### [WORK REQUIRED]
Copy the lines of the data below exactly, starting at the first and stopping after the line that contains "solid #fff;border-radius:50%;box-shadow:0 2px"; include no pictures.

### [INPUT DATA]
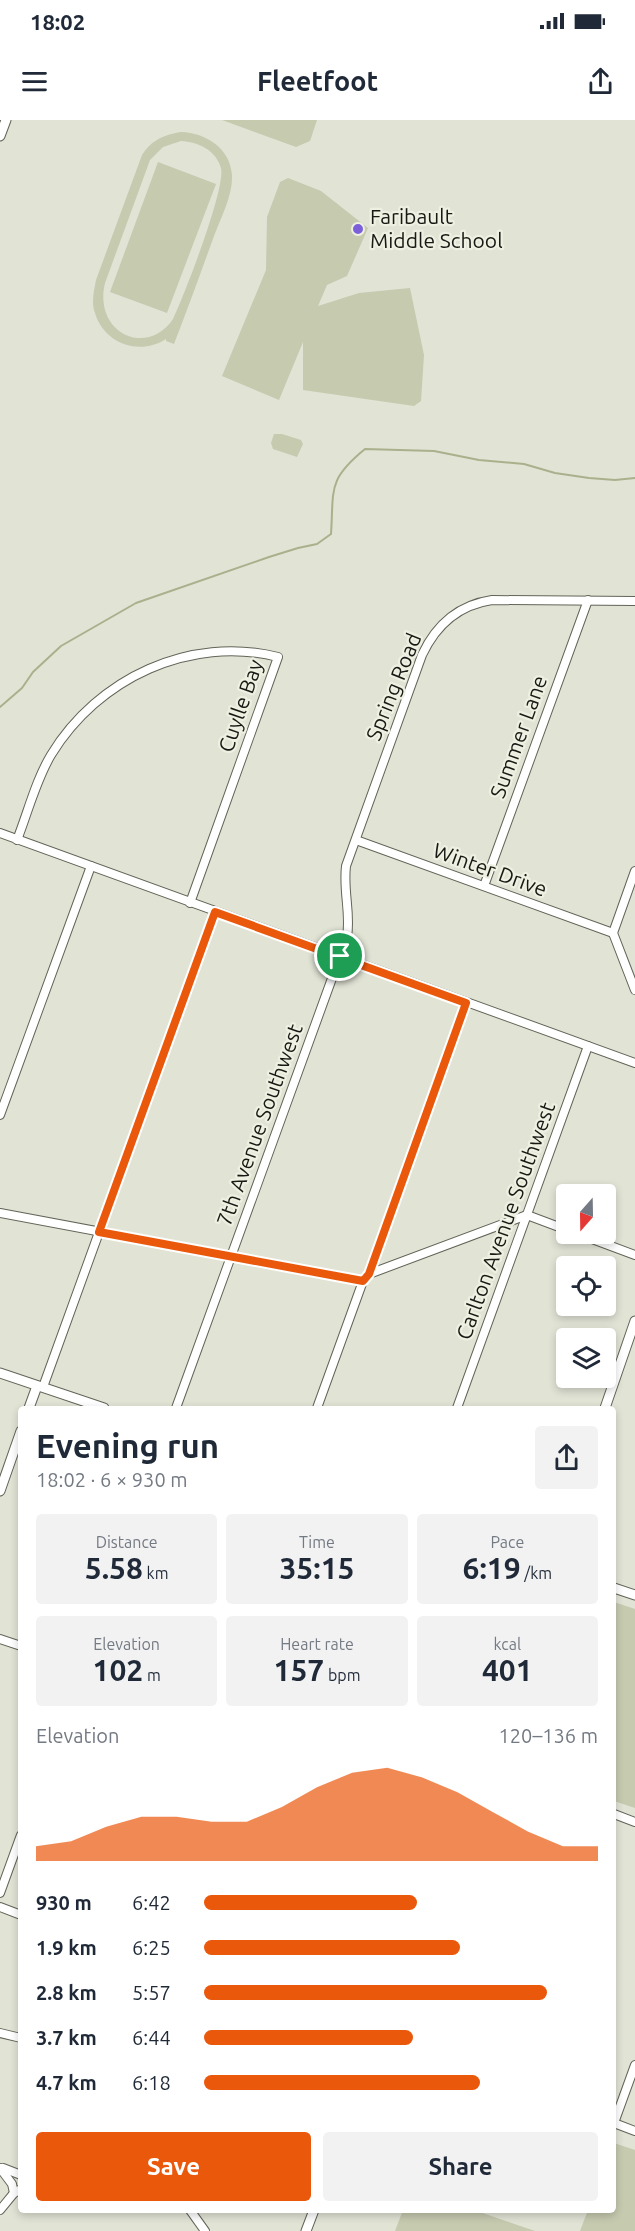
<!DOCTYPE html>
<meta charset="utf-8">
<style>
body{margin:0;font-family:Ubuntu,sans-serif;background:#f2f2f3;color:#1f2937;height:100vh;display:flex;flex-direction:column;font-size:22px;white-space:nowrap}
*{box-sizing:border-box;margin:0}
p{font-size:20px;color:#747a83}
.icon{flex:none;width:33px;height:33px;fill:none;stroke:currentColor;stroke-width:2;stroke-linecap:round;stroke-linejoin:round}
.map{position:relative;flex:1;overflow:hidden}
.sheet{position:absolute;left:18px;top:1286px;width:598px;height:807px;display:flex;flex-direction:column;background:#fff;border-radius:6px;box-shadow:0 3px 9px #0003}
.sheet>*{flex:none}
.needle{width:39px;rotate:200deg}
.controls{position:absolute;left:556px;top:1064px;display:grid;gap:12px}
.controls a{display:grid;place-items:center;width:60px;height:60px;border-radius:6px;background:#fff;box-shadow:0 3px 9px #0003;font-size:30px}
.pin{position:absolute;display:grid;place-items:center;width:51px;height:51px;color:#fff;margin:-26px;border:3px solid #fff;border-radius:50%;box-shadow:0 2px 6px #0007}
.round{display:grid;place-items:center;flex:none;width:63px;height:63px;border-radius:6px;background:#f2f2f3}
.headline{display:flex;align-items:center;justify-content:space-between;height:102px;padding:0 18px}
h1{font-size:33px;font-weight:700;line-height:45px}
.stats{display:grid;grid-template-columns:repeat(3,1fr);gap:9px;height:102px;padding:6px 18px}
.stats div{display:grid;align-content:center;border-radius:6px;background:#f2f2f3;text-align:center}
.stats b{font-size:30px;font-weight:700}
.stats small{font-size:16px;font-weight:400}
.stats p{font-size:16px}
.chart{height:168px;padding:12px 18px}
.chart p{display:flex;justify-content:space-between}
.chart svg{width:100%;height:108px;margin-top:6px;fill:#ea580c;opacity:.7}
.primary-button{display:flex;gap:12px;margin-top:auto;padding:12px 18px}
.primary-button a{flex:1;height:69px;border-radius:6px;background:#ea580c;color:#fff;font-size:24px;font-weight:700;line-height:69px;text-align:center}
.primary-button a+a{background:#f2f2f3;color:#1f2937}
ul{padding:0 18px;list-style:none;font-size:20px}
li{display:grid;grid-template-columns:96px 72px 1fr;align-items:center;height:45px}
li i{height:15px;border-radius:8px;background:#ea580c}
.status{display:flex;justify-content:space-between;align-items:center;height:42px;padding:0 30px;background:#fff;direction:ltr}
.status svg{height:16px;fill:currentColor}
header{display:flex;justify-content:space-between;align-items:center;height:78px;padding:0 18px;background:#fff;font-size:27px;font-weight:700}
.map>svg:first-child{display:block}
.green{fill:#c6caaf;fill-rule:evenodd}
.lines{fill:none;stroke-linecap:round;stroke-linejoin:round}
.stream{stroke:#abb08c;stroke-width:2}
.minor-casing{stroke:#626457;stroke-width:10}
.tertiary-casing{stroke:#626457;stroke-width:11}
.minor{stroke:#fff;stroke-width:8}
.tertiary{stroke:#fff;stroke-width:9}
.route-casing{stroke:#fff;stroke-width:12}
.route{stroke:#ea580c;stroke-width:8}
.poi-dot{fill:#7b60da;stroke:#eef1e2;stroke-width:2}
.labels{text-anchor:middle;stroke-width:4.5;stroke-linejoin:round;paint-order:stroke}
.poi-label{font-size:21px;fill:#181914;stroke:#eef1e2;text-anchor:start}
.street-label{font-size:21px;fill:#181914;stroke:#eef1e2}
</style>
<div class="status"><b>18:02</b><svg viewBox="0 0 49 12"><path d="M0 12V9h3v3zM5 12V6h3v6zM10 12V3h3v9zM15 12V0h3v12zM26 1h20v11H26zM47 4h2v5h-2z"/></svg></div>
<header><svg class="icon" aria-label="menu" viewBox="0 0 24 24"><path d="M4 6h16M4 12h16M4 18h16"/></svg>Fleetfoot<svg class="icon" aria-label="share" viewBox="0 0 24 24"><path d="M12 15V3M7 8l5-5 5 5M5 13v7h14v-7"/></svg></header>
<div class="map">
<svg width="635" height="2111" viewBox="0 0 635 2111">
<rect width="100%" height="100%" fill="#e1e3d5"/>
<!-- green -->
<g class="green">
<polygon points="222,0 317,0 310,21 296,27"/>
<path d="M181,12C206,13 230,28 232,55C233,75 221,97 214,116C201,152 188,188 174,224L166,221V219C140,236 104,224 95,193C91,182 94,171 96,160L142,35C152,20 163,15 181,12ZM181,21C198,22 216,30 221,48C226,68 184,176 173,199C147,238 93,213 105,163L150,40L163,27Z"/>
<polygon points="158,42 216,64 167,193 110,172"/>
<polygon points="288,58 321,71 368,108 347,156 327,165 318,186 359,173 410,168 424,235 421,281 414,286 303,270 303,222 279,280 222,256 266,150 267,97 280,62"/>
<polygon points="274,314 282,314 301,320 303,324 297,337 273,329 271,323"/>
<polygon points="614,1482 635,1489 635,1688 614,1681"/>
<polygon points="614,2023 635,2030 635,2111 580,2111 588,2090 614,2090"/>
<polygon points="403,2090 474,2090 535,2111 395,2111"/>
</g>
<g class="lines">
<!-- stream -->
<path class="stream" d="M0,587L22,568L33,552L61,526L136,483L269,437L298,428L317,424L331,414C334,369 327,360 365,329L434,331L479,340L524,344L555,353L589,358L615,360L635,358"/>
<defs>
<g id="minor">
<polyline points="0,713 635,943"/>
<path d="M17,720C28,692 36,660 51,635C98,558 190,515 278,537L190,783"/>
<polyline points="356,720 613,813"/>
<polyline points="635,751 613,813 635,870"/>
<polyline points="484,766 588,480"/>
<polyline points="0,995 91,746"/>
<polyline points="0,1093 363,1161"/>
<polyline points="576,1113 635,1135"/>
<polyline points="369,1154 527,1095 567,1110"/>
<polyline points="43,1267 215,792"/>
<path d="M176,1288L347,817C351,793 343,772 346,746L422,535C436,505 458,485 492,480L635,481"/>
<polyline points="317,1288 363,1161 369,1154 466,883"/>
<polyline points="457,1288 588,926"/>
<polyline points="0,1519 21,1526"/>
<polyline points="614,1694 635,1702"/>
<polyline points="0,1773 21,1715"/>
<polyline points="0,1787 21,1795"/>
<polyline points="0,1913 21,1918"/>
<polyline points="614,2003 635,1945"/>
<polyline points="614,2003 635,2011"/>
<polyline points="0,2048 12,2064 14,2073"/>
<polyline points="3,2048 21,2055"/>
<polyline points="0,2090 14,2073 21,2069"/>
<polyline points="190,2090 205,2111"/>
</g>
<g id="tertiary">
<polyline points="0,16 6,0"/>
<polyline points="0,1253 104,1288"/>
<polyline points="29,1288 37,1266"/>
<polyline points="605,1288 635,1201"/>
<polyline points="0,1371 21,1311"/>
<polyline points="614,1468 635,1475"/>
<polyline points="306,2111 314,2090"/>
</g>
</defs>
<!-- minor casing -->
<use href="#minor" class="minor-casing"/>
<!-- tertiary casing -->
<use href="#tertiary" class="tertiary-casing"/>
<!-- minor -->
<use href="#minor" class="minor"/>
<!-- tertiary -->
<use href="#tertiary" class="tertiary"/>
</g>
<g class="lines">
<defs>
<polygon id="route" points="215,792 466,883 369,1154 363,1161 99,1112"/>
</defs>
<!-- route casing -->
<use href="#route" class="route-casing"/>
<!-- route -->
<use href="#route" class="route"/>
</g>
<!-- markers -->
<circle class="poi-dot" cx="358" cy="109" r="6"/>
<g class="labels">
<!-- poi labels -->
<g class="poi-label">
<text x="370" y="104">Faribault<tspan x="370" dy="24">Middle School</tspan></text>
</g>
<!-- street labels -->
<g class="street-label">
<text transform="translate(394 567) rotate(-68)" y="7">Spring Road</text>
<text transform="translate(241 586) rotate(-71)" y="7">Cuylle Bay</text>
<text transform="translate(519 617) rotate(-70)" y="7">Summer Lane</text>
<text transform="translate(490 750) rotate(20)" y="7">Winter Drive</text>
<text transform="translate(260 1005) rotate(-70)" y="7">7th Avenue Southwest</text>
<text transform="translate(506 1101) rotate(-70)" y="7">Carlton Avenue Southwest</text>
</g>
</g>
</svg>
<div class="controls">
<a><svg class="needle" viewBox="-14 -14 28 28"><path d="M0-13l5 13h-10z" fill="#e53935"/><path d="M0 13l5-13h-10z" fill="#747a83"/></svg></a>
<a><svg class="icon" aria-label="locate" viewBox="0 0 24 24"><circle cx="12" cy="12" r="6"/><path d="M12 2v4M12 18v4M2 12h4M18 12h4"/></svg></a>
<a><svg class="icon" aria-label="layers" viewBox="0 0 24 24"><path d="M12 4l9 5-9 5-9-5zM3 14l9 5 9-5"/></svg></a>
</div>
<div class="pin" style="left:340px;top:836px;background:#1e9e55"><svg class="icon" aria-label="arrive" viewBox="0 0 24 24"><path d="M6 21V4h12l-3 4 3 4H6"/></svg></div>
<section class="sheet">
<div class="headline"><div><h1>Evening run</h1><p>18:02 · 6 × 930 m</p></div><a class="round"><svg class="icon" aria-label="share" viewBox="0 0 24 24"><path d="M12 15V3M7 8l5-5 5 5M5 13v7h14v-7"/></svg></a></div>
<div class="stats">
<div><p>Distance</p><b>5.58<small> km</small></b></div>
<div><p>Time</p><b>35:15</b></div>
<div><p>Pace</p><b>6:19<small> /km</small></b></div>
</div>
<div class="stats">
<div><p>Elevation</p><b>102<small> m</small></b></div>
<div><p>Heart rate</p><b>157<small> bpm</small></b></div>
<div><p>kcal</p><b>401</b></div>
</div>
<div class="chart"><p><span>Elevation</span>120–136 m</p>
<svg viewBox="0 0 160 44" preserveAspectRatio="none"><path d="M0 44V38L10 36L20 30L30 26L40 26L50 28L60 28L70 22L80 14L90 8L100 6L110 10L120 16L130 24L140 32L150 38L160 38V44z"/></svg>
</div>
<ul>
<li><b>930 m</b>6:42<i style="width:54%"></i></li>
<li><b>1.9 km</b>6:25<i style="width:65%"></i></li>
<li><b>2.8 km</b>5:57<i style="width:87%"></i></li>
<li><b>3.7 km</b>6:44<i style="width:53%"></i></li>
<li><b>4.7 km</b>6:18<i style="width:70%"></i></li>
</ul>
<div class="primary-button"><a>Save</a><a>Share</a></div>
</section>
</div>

### [TASK ANSWER]
<!DOCTYPE html>
<meta charset="utf-8">
<style>
body{margin:0;font-family:Ubuntu,sans-serif;background:#f2f2f3;color:#1f2937;height:100vh;display:flex;flex-direction:column;font-size:22px;white-space:nowrap}
*{box-sizing:border-box;margin:0}
p{font-size:20px;color:#747a83}
.icon{flex:none;width:33px;height:33px;fill:none;stroke:currentColor;stroke-width:2;stroke-linecap:round;stroke-linejoin:round}
.map{position:relative;flex:1;overflow:hidden}
.sheet{position:absolute;left:18px;top:1286px;width:598px;height:807px;display:flex;flex-direction:column;background:#fff;border-radius:6px;box-shadow:0 3px 9px #0003}
.sheet>*{flex:none}
.needle{width:39px;rotate:200deg}
.controls{position:absolute;left:556px;top:1064px;display:grid;gap:12px}
.controls a{display:grid;place-items:center;width:60px;height:60px;border-radius:6px;background:#fff;box-shadow:0 3px 9px #0003;font-size:30px}
.pin{position:absolute;display:grid;place-items:center;width:51px;height:51px;color:#fff;margin:-26px;border:3px solid #fff;border-radius:50%;box-shadow:0 2px 6px #0007}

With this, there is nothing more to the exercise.